Figura 22: Escola na aldeia Jerusalém

Fonte: Arquivo pessoal

Observo que seu argumento em relação a educação escolar de seus filhos e parentes de sua comunidade, vai contra outras falas quando insiste em repetir que foi estudar na cidade porque não tinha escola na aldeia, bem como sua luta juntamente com Silvia Puxcwyj para que o estado do Maranhão implantasse uma escola que funcionasse com todos os níveis de ensino na aldeia São José. Além do mais, devido a sua decisão, diminui os recursos financeiros para escola localizada na aldeia São José, motivo de constantes conflitos entre eles.

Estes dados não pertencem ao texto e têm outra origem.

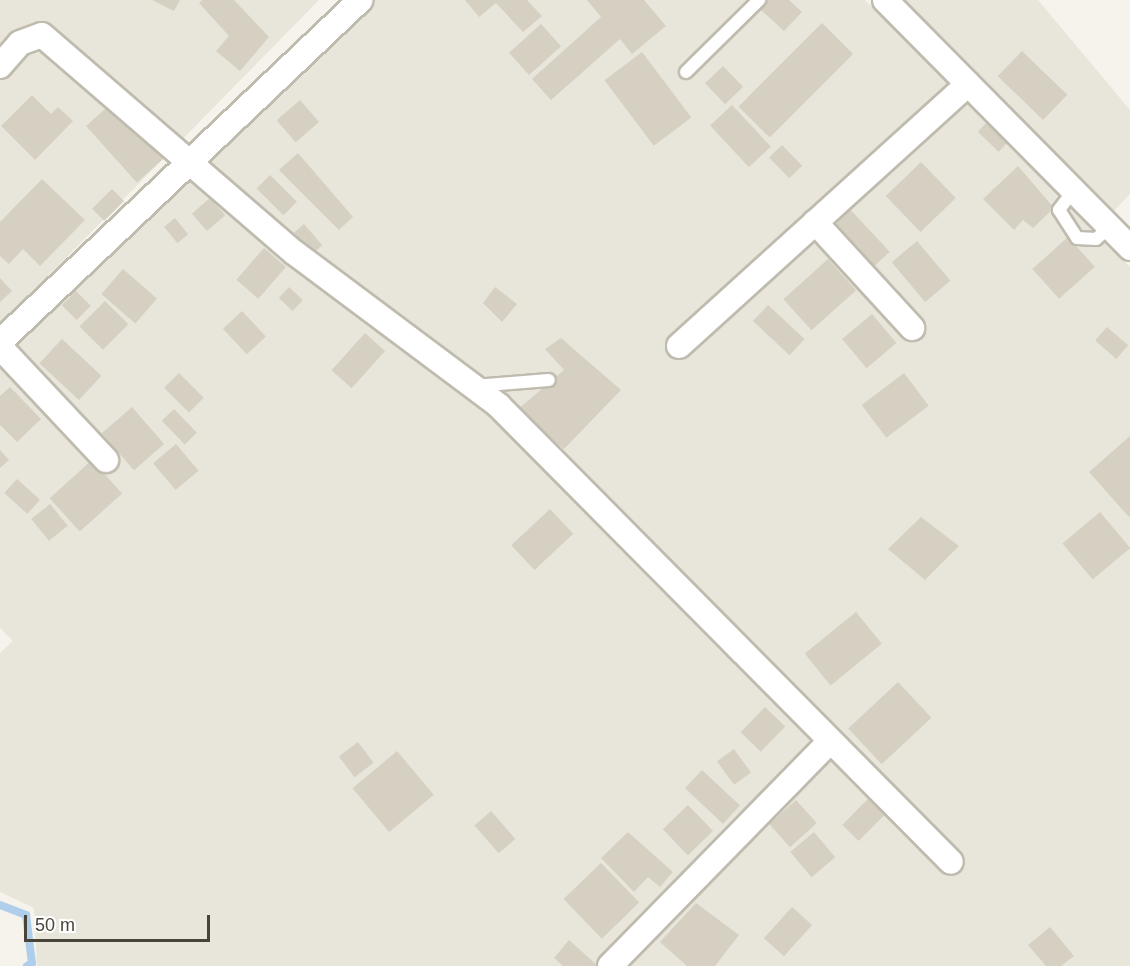 <!DOCTYPE html>
<style>
body{margin:0}
#map{position:relative;width:1130px;height:966px;overflow:hidden;background:#f5f3ec;font-family:Arial,sans-serif}
div>[style]{position:absolute}
.residential>*{inset:0;background:#e8e5db}
.stream>*{height:8px;margin:-4px;padding:0 4px;transform-origin:4px;border-radius:4px;background:#aeceec}
.building>*{inset:0;background:#d6d0c2;transform-origin:0 0}
.roads{filter:drop-shadow(2px 0 #c0bbaf) drop-shadow(-2px 0 #c0bbaf) drop-shadow(0 2px #c0bbaf) drop-shadow(0 -2px #c0bbaf)}
.lane>*{height:12px;margin:-6px;padding:0 6px;transform-origin:6px;border-radius:6px;background:#fff}
.street>*{height:24px;margin:-12px;padding:0 12px;transform-origin:12px;border-radius:12px;background:#fff}
span{translate:-50% -50%;white-space:nowrap;text-align:center;line-height:1.15;-webkit-text-stroke:4.5px #fff;paint-order:stroke}
.scale{position:absolute;left:24px;top:915px;width:186px;height:27px;box-sizing:border-box;border:3px solid #49443a;border-top:0;padding-left:8px;font-size:18px;line-height:21px;white-space:nowrap;color:#49443a;-webkit-text-stroke:4px #fff;paint-order:stroke}
</style>
<div id="map">
<div class="residential">
<i style="clip-path:polygon(0 0,319px 0,0 325px)"></i>
<i style="clip-path:polygon(357px 0,865px 0,1130px 267px,1130px 966px,37px 966px,34px 908px,0 892px,0 653px,13px 641px,0 628px,0 348px)"></i>
<i style="clip-path:polygon(902px 0,1038px 0,1130px 110px,1130px 194px,1111px 214px)"></i>
</div>
<div class="stream">
<i style="left:0;top:905px;width:28px;rotate:21deg"></i>
<i style="left:26px;top:915px;width:48px;rotate:82.9deg"></i>
<i style="left:32px;top:963px;width:6px;rotate:149deg"></i>
</div>
<div class="building">
<i style="clip-path:polygon(152px 0,180px 0,174px 11px)"></i>
<i style="clip-path:polygon(202px 0,234px 0,269px 37px,240px 71px,216px 51px,229px 36px,199px 3px)"></i>
<i style="clip-path:polygon(465px 0,527px 0,542px 16px,523px 32px,496px 3px,479px 17px)"></i>
<i style="clip-path:polygon(587px 0,644px 0,666px 26px,632px 54px,620px 39px,551px 100px,532px 79px,601px 17px)"></i>
<i style="clip-path:polygon(768px 0,789px 0,802px 12px,784px 31px,760px 9px)"></i>
<i style="left:822px;top:23px;width:44px;height:118px;rotate:45deg"></i>
<i style="left:541px;top:24px;width:30px;height:43px;rotate:48deg"></i>
<i style="left:1022px;top:51px;width:63px;height:35px;rotate:44deg"></i>
<i style="left:642px;top:52px;width:82px;height:47px;rotate:53deg"></i>
<i style="left:723px;top:66px;width:29px;height:25px;rotate:46deg"></i>
<i style="clip-path:polygon(32px 95px,51px 114px,58px 107px,73px 121px,35px 160px,1px 126px)"></i>
<i style="left:115px;top:100px;width:76px;height:39px;rotate:48deg"></i>
<i style="left:300px;top:100px;width:29px;height:31px;rotate:49deg"></i>
<i style="left:732px;top:105px;width:57px;height:30px;rotate:47deg"></i>
<i style="left:991px;top:118px;width:29px;height:19px;rotate:44deg"></i>
<i style="left:782px;top:145px;width:29px;height:18px;rotate:46deg"></i>
<i style="clip-path:polygon(298px 153px,353px 217px,339px 230px,279px 170px)"></i>
<i style="left:921px;top:162px;width:50px;height:49px;rotate:46deg"></i>
<i style="clip-path:polygon(1018px 166px,1054px 208px,1033px 228px,1023px 220px,1014px 230px,983px 199px)"></i>
<i style="left:270px;top:175px;width:38px;height:19px;rotate:45deg"></i>
<i style="clip-path:polygon(42px 179px,85px 220px,40px 266px,23px 249px,9px 264px,0 256px,0 222px)"></i>
<i style="left:112px;top:189px;width:17px;height:28px;rotate:45deg"></i>
<i style="left:210px;top:198px;width:23px;height:24px;rotate:49deg"></i>
<i style="left:846px;top:205px;width:64px;height:28px;rotate:47deg"></i>
<i style="left:175px;top:218px;width:21px;height:14px;rotate:51deg"></i>
<i style="left:304px;top:224px;width:28px;height:13px;rotate:49deg"></i>
<i style="left:1068px;top:237px;width:40px;height:48px;rotate:48deg"></i>
<i style="left:917px;top:241px;width:52px;height:33px;rotate:50deg"></i>
<i style="left:264px;top:248px;width:29px;height:42px;rotate:41deg"></i>
<i style="left:828px;top:259px;width:42px;height:60px;rotate:48deg"></i>
<i style="left:123px;top:269px;width:45px;height:33px;rotate:41deg"></i>
<i style="clip-path:polygon(0 278px,12px 291px,0 302px)"></i>
<i style="left:289px;top:287px;width:19px;height:15px;rotate:43deg"></i>
<i style="clip-path:polygon(495px 287px,517px 304px,502px 322px,483px 303px)"></i>
<i style="left:76px;top:291px;width:21px;height:20px;rotate:45deg"></i>
<i style="left:105px;top:301px;width:33px;height:36px;rotate:45deg"></i>
<i style="left:768px;top:305px;width:50px;height:22px;rotate:43deg"></i>
<i style="left:242px;top:311px;width:35px;height:26px;rotate:47deg"></i>
<i style="left:872px;top:314px;width:38px;height:39px;rotate:50deg"></i>
<i style="left:1107px;top:327px;width:28px;height:18px;rotate:41deg"></i>
<i style="left:365px;top:333px;width:27px;height:50px;rotate:42deg"></i>
<i style="clip-path:polygon(561px 338px,621px 390px,564px 449px,517px 410px,564px 370px,545px 349px)"></i>
<i style="left:62px;top:339px;width:54px;height:33px;rotate:43deg"></i>
<i style="left:179px;top:373px;width:35px;height:21px;rotate:45deg"></i>
<i style="left:904px;top:373px;width:41px;height:53px;rotate:53deg"></i>
<i style="clip-path:polygon(10px 387px,41px 419px,17px 442px,0 425px,0 396px)"></i>
<i style="left:132px;top:407px;width:49px;height:40px;rotate:49deg"></i>
<i style="left:174px;top:409px;width:33px;height:17px;rotate:46deg"></i>
<i style="clip-path:polygon(1130px 436px,1130px 516px,1129px 517px,1089px 472px)"></i>
<i style="left:176px;top:444px;width:35px;height:30px;rotate:50deg"></i>
<i style="clip-path:polygon(0 450px,9px 460px,0 468px)"></i>
<i style="left:92px;top:460px;width:45px;height:57px;rotate:48deg"></i>
<i style="left:17px;top:479px;width:31px;height:19px;rotate:42deg"></i>
<i style="left:50px;top:504px;width:28px;height:24px;rotate:51deg"></i>
<i style="left:550px;top:509px;width:34px;height:53px;rotate:47deg"></i>
<i style="left:1100px;top:512px;width:47px;height:49px;rotate:50deg"></i>
<i style="clip-path:polygon(921px 517px,959px 546px,925px 580px,888px 549px)"></i>
<i style="left:856px;top:612px;width:41px;height:66px;rotate:51deg"></i>
<i style="left:898px;top:682px;width:49px;height:68px;rotate:47deg"></i>
<i style="left:765px;top:707px;width:28px;height:35px;rotate:44deg"></i>
<i style="left:358px;top:742px;width:26px;height:24px;rotate:53deg"></i>
<i style="left:734px;top:749px;width:29px;height:21px;rotate:54deg"></i>
<i style="left:397px;top:751px;width:57px;height:58px;rotate:50deg"></i>
<i style="left:702px;top:770px;width:52px;height:25px;rotate:43deg"></i>
<i style="left:872px;top:795px;width:23px;height:42px;rotate:45deg"></i>
<i style="left:796px;top:800px;width:31px;height:36px;rotate:48deg"></i>
<i style="left:688px;top:805px;width:36px;height:35px;rotate:46deg"></i>
<i style="left:491px;top:811px;width:37px;height:22px;rotate:49deg"></i>
<i style="clip-path:polygon(628px 832px,673px 872px,660px 887px,648px 877px,634px 892px,601px 858px)"></i>
<i style="left:814px;top:832px;width:33px;height:31px;rotate:50deg"></i>
<i style="left:601px;top:863px;width:55px;height:52px;rotate:46deg"></i>
<i style="clip-path:polygon(696px 903px,739px 935px,715px 966px,687px 966px,660px 942px)"></i>
<i style="left:792px;top:907px;width:27px;height:42px;rotate:42deg"></i>
<i style="clip-path:polygon(1050px 927px,1074px 956px,1061px 966px,1046px 966px,1028px 945px)"></i>
<i style="clip-path:polygon(569px 940px,598px 966px,563px 966px,554px 958px)"></i>
</div>
<div class="roads">
<div class="lane">
<i style="left:686px;top:72px;width:103px;rotate:-44.6deg"></i>
<i style="left:1074px;top:190px;width:25px;rotate:127deg"></i>
<i style="left:1059px;top:210px;width:33px;rotate:57deg"></i>
<i style="left:1077px;top:238px;width:19px;rotate:3deg"></i>
<i style="left:1096px;top:239px;width:18px;rotate:-41deg"></i>
<i style="left:474px;top:386px;width:75px;rotate:-4.6deg"></i>
</div>
<div class="street">
<i style="left:885px;top:0;width:349px;rotate:45.3deg"></i>
<i style="left:0;top:66px;width:30px;rotate:-49deg"></i>
<i style="left:20px;top:43px;width:23px;rotate:-20deg"></i>
<i style="left:42px;top:35px;width:334px;rotate:40.8deg"></i>
<i style="left:295px;top:253px;width:254px;rotate:36.8deg"></i>
<i style="left:498px;top:405px;width:643px;rotate:45.25deg"></i>
<i style="left:815px;top:222px;width:144px;rotate:47.5deg"></i>
<i style="left:0;top:342px;width:497px;rotate:-43.5deg"></i>
<i style="left:679px;top:346px;width:390px;rotate:-42.2deg"></i>
<i style="left:0;top:347px;width:155px;rotate:46.8deg"></i>
<i style="left:610px;top:966px;width:315px;rotate:-45.6deg"></i>
</div>
</div>
<div class="scale">50 m</div>
</div>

Adecisão em colocar os jovens para estudar na cidade reflete sua trajetória escolar e de vida, ou seja, a sua história sendo o espelho para os jovens krikati. Neste aspecto, compreendo que a “memória é constituída na relação entre passado e presente, mas é a partir da situação atual que adquire sentido, é produzida e recriada”, como pensa Bergamaschi (2010, p.140). Nessa perspectiva, verifico claramente o resgate da memória tanto de Lourenço Acỳxit quanto de seus familiares consanguíneos e afins, por compartilharem da mesma ideia – colocar os

filhos para estudar na cidade – e evocarem sua trajetória de vida e de outras lideranças como exemplo para a formação escolar dos jovens krikati, contrariando o discurso proferido durante todas as entrevistas, ou seja, que sua decisão de estudar na cidade se deu pelo fato de querer aprender de não existir escola na aldeia em sua comunidade.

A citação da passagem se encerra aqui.